By November 2002 I had pulled together an integrated script control program named "CCD Imaging Scripts & Utilities". This was operated from late 2002 to the end of 2003.
During 2004 I began developing a new front-end using HTML Application (HTA) interface, which reused major code sections from the 2002-2003 program. Two programs were initially developed - "VMA Program" (for performing rapid batch photometric analysis of images of variable stars) and "Telescope and CCD Imaging Scripts" (for automating image acquisition and image analysis). The VMA program was developed to assist an observing programme being conducted by Dale Mais (USA) examining potential flare-up in Mira type variables In early 2005 the two programs were combined into a single program "Telescope and CCD Imaging Scripts" version 2.5.

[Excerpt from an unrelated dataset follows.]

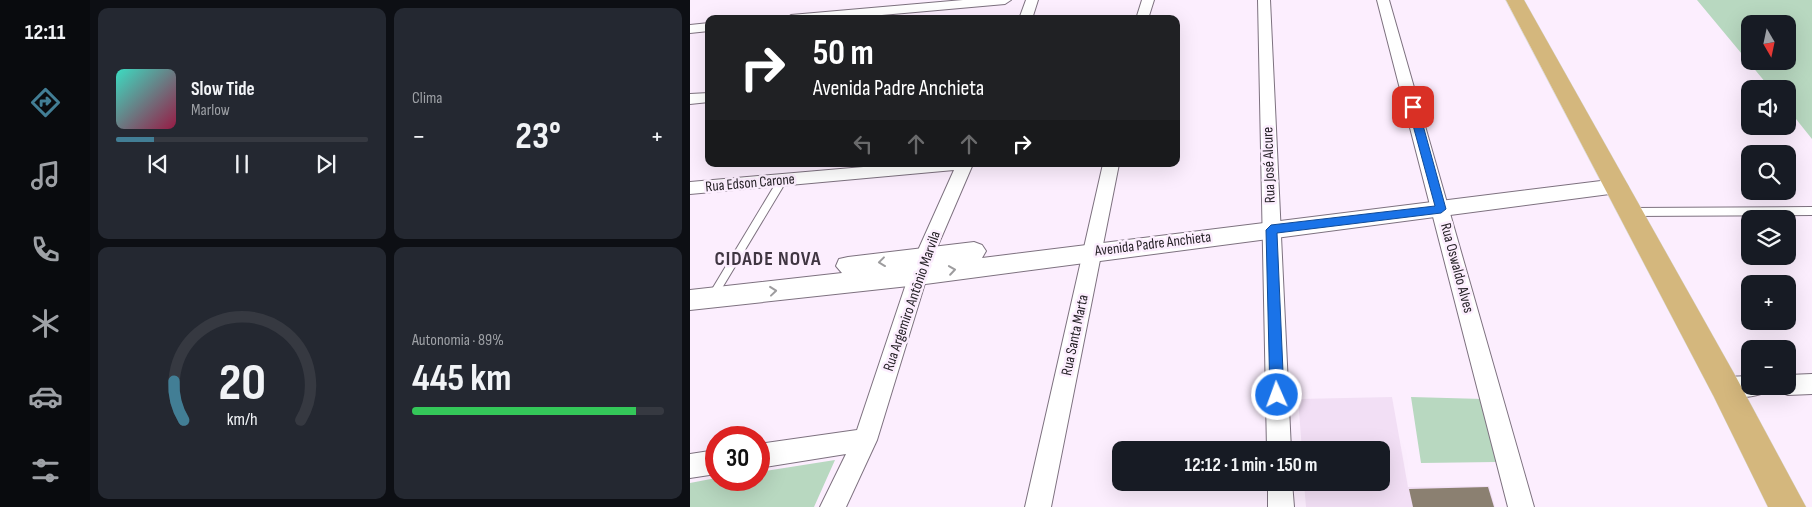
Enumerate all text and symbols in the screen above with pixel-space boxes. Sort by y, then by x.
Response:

Two particular factors held back further development of the HTA based program despite the introduction of specific workarounds. These factors were the inability to have multiple program threads (preventing the ability to control refresh of status information and preventing easy program pause/interrupt) and the practical difficulties in managing the growing code which by this stage had reached some 17300 lines in length.
In late 2005 I began porting the code into VB.Net. This took some time to perform as several new programming techniques and workarounds had to be mastered. However by beginning of 2006 the new program, "Astronomical Imaging Support (AIS)" was ready to take over duties in the observatory. Further development has occurred through 2006, including a Job Control screen which now lies at the heart of my image acquisition workflow. Further developments have occurred in the years since. The current version dates to 2012.
The following sections summarizes the main phases of program development in chronological order.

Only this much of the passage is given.